The attacker can decode the plaintext using information set decoding (ISD). In which we choose $k$ random linearly independent columns from $K$ to form an invertible $k×k$ square matrix $A$, also we choose $k$ elements from the same positions as the columns to form the vector $\mathbf{a}$. In an attempt to get the plain text we compute $\mathbf{q} = \mathbf{a}A^{-1}$, if all elements in a are error free this should give us the plain text. Verify the result by computing $\mathbf{y} - \mathbf{q}K = \mathbf{m}K + \mathbf{z} - \mathbf{q}K = (\mathbf{m}-\mathbf{q})K + \mathbf{z}$. If $\mathbf{m} = \mathbf{q}$, then the result is $\mathbf{z}$ which has $t$ non-zero elements and we are done. If $\mathbf{m} \neq \mathbf{q}$, then our guess was wrong. The Hamming distance between two codewords is it least $2t+1$, so $(\mathbf{m}-\mathbf{q})K$ is a vector that has at least $2t+1$ non-zero elements. $\mathbf{z}$ has $t$ non-zero elements so even if $\mathbf{z}$ happens to cancel exactly $t$ elements from $(\mathbf{m}-\mathbf{q})K$, then the result still has $t+1$ non-zero elements.
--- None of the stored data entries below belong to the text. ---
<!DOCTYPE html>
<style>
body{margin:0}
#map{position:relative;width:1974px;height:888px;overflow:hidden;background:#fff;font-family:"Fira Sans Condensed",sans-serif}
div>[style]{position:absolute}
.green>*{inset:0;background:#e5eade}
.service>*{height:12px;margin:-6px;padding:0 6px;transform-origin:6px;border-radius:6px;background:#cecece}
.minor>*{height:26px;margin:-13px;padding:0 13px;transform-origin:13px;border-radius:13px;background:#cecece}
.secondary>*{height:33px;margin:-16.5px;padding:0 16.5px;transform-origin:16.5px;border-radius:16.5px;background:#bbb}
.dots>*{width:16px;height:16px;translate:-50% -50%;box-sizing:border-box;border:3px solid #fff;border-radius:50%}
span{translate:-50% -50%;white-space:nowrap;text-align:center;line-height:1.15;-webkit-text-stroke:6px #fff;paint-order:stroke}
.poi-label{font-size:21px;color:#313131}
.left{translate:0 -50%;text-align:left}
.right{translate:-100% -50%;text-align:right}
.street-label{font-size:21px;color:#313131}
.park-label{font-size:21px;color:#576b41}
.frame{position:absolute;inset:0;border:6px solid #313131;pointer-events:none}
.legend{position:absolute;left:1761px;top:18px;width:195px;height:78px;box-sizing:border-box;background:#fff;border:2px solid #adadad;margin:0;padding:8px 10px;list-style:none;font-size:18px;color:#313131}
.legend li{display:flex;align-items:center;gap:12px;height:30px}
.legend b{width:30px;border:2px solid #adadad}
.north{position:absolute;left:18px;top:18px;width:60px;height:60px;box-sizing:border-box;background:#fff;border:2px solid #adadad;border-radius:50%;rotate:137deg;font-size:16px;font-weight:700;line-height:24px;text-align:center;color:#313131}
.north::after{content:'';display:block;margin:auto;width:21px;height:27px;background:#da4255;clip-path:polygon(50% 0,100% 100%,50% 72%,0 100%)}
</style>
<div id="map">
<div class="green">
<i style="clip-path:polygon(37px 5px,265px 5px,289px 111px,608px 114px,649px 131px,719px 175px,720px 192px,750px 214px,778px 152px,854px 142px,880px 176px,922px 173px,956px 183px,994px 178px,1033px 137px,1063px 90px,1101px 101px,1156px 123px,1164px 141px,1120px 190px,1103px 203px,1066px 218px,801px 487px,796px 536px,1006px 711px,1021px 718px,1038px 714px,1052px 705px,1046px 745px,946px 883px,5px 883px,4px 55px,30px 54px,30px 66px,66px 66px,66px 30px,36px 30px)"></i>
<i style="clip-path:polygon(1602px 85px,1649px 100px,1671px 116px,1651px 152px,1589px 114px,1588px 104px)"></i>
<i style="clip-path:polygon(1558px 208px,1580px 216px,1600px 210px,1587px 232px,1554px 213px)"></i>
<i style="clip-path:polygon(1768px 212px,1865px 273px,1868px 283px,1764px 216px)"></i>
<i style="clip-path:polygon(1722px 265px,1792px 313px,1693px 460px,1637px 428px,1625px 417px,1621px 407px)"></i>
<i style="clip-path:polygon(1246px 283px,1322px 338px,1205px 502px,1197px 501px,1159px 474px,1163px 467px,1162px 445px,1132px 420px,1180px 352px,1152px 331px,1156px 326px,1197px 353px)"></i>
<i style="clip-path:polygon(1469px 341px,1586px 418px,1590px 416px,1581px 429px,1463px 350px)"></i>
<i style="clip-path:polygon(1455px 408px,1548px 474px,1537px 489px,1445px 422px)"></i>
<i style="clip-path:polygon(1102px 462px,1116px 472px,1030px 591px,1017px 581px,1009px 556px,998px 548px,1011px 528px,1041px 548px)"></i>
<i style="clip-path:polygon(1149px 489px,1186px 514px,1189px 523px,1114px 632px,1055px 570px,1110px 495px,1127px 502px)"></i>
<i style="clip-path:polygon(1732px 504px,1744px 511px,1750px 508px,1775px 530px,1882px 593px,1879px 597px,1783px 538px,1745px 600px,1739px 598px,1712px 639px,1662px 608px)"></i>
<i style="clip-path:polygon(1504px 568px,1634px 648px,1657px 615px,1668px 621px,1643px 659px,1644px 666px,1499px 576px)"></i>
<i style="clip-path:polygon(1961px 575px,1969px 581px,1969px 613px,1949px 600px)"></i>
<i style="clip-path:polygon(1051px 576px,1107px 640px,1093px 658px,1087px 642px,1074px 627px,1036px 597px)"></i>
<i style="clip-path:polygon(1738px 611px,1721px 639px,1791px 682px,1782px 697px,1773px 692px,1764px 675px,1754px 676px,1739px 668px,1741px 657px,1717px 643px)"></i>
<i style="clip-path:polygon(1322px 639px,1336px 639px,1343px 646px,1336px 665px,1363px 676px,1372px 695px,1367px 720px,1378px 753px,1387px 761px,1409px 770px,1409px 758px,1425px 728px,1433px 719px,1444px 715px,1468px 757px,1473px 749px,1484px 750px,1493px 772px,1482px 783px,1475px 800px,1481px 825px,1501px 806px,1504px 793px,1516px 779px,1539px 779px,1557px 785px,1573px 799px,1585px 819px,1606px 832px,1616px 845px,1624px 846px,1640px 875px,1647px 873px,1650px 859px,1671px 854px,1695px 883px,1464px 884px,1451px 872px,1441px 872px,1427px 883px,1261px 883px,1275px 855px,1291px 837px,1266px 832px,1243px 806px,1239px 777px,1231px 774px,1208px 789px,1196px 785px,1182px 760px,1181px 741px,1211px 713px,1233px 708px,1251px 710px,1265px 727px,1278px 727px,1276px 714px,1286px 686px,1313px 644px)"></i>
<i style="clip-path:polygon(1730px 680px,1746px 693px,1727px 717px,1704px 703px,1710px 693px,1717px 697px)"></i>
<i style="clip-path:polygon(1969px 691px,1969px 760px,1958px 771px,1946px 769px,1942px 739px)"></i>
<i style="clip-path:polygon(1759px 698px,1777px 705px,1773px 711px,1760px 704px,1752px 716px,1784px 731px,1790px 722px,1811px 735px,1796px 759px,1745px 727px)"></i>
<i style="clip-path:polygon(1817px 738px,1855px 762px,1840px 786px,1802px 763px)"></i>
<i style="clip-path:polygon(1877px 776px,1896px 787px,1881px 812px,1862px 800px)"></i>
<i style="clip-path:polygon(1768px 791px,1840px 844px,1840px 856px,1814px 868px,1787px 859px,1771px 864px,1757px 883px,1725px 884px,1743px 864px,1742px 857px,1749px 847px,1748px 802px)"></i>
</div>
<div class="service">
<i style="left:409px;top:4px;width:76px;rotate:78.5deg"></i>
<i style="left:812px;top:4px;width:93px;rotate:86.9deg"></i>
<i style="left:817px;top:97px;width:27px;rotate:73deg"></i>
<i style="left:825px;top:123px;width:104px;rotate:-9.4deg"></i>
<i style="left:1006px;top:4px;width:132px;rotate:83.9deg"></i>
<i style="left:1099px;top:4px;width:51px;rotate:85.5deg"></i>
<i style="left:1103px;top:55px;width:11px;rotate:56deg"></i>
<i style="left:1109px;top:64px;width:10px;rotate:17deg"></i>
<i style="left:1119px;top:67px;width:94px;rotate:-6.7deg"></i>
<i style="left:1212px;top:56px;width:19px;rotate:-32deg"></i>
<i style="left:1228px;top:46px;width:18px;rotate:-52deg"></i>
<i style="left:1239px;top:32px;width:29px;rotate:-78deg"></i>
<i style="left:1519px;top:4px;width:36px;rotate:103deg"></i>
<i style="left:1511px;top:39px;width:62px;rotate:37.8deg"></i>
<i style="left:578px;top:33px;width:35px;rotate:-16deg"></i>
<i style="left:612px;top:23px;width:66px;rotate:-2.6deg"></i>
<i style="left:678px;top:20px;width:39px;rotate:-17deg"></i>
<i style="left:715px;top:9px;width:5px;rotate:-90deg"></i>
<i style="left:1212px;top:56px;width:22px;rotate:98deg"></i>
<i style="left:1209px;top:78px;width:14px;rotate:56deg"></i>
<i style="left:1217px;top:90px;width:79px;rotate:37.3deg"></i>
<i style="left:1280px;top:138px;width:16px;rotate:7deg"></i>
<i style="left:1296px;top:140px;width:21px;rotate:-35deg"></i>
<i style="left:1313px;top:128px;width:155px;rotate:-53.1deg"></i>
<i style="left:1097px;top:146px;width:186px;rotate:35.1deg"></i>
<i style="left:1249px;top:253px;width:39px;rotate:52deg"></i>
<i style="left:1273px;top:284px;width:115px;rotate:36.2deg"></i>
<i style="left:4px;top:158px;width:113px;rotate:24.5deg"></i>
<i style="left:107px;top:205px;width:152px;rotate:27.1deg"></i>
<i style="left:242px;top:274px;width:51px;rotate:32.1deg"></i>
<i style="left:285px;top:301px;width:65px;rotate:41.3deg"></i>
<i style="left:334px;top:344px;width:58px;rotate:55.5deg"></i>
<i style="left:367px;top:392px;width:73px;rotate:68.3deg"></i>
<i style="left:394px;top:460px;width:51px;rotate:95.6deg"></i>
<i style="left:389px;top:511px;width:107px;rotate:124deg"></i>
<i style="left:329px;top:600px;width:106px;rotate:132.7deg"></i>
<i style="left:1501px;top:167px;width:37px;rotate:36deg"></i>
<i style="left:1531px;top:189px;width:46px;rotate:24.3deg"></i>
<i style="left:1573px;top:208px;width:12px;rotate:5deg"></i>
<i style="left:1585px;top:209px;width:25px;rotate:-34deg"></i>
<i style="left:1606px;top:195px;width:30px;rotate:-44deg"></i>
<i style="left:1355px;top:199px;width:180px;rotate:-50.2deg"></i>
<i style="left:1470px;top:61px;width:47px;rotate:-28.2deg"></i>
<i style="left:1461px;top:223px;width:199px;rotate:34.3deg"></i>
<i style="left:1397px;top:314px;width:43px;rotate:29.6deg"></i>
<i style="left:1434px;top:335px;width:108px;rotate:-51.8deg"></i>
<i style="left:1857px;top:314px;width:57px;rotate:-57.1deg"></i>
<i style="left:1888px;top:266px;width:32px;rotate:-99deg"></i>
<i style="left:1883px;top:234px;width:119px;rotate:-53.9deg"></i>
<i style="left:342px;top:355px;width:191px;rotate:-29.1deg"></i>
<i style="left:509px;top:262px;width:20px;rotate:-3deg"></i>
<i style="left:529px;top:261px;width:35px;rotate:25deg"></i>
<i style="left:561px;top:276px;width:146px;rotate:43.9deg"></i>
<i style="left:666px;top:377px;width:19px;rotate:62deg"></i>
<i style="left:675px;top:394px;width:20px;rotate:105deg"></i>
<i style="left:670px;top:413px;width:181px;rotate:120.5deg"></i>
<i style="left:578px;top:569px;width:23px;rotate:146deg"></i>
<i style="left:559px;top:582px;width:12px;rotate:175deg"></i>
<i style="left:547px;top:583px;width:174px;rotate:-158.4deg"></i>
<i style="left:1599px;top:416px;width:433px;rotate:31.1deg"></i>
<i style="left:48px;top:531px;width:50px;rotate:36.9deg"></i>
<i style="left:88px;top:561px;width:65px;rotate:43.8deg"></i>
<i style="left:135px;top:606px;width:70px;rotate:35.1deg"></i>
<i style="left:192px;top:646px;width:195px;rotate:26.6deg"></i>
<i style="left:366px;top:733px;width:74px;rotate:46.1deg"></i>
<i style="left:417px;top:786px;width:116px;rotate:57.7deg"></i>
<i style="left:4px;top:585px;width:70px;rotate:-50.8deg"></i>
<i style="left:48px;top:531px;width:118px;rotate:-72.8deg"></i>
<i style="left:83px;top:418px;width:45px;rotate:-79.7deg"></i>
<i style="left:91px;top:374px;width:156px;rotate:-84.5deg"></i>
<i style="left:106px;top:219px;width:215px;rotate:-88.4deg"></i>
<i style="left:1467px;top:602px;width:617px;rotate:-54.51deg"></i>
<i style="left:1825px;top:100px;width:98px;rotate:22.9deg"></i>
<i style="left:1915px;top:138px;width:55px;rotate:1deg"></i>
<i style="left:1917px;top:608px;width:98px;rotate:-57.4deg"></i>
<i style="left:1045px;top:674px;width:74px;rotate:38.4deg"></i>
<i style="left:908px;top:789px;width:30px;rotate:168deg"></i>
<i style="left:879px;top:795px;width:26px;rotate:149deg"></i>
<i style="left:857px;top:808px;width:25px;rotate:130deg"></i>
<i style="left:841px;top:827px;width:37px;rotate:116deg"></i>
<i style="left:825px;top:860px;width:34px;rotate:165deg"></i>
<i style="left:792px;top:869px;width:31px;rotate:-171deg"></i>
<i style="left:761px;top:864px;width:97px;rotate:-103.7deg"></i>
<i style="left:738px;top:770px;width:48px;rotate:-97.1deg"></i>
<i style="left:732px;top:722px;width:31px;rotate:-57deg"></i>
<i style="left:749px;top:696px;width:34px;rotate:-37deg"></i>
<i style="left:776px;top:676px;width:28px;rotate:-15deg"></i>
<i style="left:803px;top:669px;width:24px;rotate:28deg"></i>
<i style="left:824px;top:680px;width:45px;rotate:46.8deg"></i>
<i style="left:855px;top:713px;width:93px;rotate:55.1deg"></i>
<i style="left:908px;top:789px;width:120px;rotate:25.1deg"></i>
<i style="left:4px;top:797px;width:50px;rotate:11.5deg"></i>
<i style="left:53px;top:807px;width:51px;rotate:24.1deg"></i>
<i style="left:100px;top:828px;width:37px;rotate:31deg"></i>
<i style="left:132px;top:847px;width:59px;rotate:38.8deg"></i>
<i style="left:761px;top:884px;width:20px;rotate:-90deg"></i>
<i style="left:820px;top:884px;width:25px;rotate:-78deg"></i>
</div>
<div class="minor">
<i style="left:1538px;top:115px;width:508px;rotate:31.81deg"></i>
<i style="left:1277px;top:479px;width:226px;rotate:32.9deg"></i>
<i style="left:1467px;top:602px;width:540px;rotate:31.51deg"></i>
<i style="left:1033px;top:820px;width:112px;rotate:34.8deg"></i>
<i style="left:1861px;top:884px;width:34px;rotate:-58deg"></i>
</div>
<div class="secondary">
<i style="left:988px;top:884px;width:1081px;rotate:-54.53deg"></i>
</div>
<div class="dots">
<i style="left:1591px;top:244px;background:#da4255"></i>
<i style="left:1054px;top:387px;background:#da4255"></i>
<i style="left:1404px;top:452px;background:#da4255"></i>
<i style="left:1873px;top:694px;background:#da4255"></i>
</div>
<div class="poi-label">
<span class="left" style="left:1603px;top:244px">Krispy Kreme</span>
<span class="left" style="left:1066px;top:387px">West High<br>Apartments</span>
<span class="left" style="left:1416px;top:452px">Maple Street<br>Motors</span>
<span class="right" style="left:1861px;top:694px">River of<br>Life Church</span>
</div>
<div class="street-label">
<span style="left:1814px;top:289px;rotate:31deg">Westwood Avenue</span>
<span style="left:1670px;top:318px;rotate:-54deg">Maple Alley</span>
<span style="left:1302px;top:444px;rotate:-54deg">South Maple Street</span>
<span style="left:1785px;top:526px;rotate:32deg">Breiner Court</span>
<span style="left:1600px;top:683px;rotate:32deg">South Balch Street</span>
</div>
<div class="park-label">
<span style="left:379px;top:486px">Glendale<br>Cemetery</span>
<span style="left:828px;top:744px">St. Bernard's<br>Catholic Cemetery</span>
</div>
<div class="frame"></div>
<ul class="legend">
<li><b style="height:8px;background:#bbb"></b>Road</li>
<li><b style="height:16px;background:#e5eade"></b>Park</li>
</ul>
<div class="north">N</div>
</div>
So having more than $t$ non-zero elements in the result means failure.
The McEliece cryptosystem chooses the parameters such that finding error free sub sequences is unlikely.
Then I read that there are other attacks. One that turns the problem into a shortest codeword finding problem. And does so by changing the linear code to such that message is mapped like this: $\mathbf{x} \mapsto \mathbf{x}K - \mathbf{y}$. So this translates the codewords in the code defined by $K$ and this preserves the minimum Hamming-distance requirements so it's still an error correcting code. In this code there is no zero element and the shortest codeword is $-\mathbf{z}$ with $t$ non-zero elements (when $\mathbf{x} = \mathbf{m}$). Since the minimum distance is still $2t+1$ all other codewords have at least $t+1$ non-zero elements. So if we can find this shortest codeword, then we can remove errors from the ciphertext making the ISD succeed on first try.
Now here is one thing I got stuck at: the code obtained by translation isn't a linear code because translation isn't linear transformation. The linear combination of codewords in it isn't necessarily another codeword, and doesn't contain an all-zero codeword. Right?
But still most descriptions I saw proceed by adding $\mathbf{y}$ as a new row into $K$, then compute the parity check matrix of this modified code and feed it into a minimum-length codeword searching algorithm such as Stern's algorithm. How and why does this work when the code isn't linear?